[Records drawn from a dataset]
= Beginning of Section =

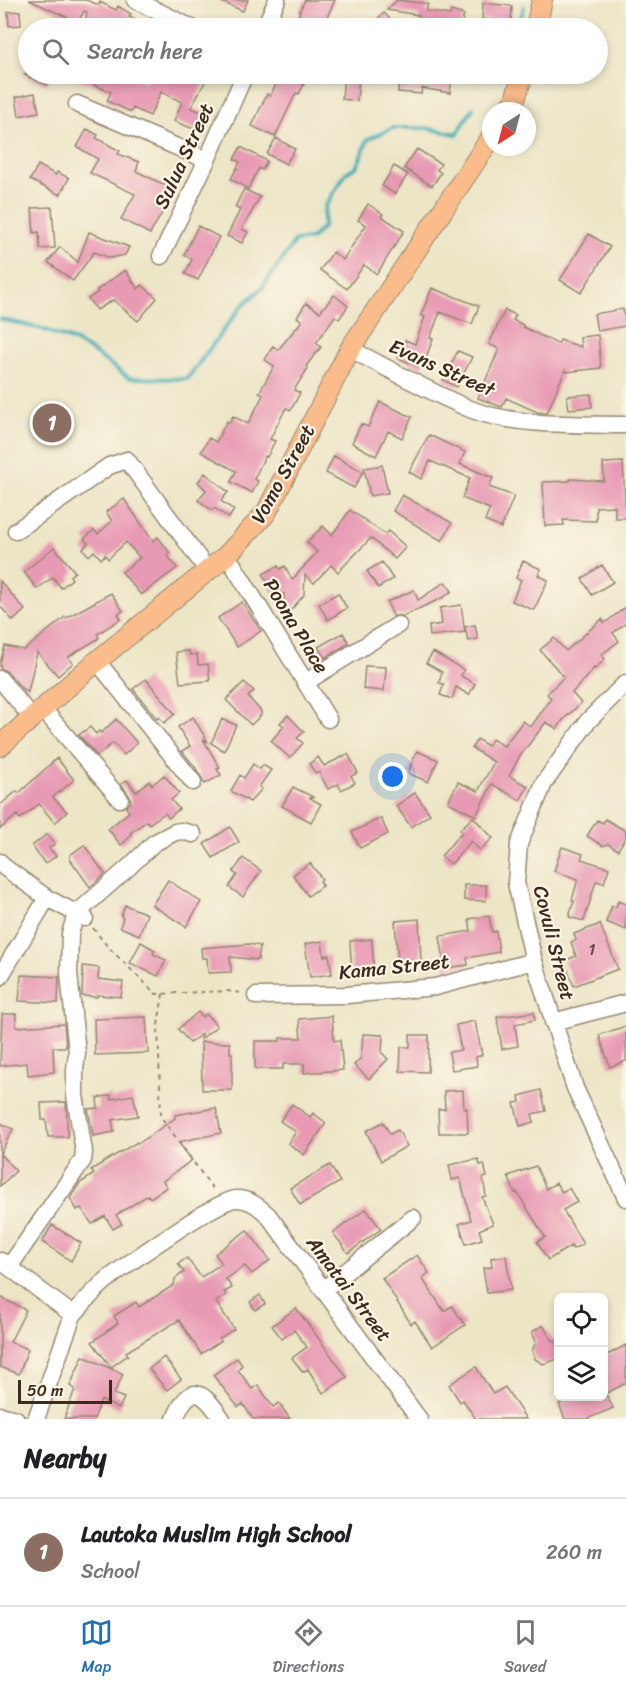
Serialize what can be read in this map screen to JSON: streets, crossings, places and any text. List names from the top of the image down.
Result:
{
  "streets": {
    "main road": ["Vomo Street"],
    "street": [
      "Sulua Street",
      "Evans Street",
      "Poona Place",
      "Covuli Street",
      "Kama Street",
      "Amatai Street"
    ]
  },
  "crossings": [
    ["Evans Street", "Vomo Street"],
    ["Vomo Street", "Poona Place"],
    ["Covuli Street", "Kama Street"]
  ],
  "house_numbers": ["1"],
  "scale_bar": "50 m",
  "north": "bottom left",
  "page": {
    "search": "Search here",
    "pins": "1",
    "scale": "50 m",
    "heading": "Nearby",
    "list": [
      {
        "mark": "1",
        "name": "Lautoka Muslim High School",
        "note": "School",
        "value": "260 m"
      }
    ],
    "nav": ["Map", "Directions", "Saved"]
  }
}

= End of Section =

● **Task prompt**
Keep the pictures out, and write out the rest of the data above word for word.

● **Result below**
Serialize what can be read in this map screen to JSON: streets, crossings, places and any text. List names from the top of the image down.
Result:
{
  "streets": {
    "main road": ["Vomo Street"],
    "street": [
      "Sulua Street",
      "Evans Street",
      "Poona Place",
      "Covuli Street",
      "Kama Street",
      "Amatai Street"
    ]
  },
  "crossings": [
    ["Evans Street", "Vomo Street"],
    ["Vomo Street", "Poona Place"],
    ["Covuli Street", "Kama Street"]
  ],
  "house_numbers": ["1"],
  "scale_bar": "50 m",
  "north": "bottom left",
  "page": {
    "search": "Search here",
    "pins": "1",
    "scale": "50 m",
    "heading": "Nearby",
    "list": [
      {
        "mark": "1",
        "name": "Lautoka Muslim High School",
        "note": "School",
        "value": "260 m"
      }
    ],
    "nav": ["Map", "Directions", "Saved"]
  }
}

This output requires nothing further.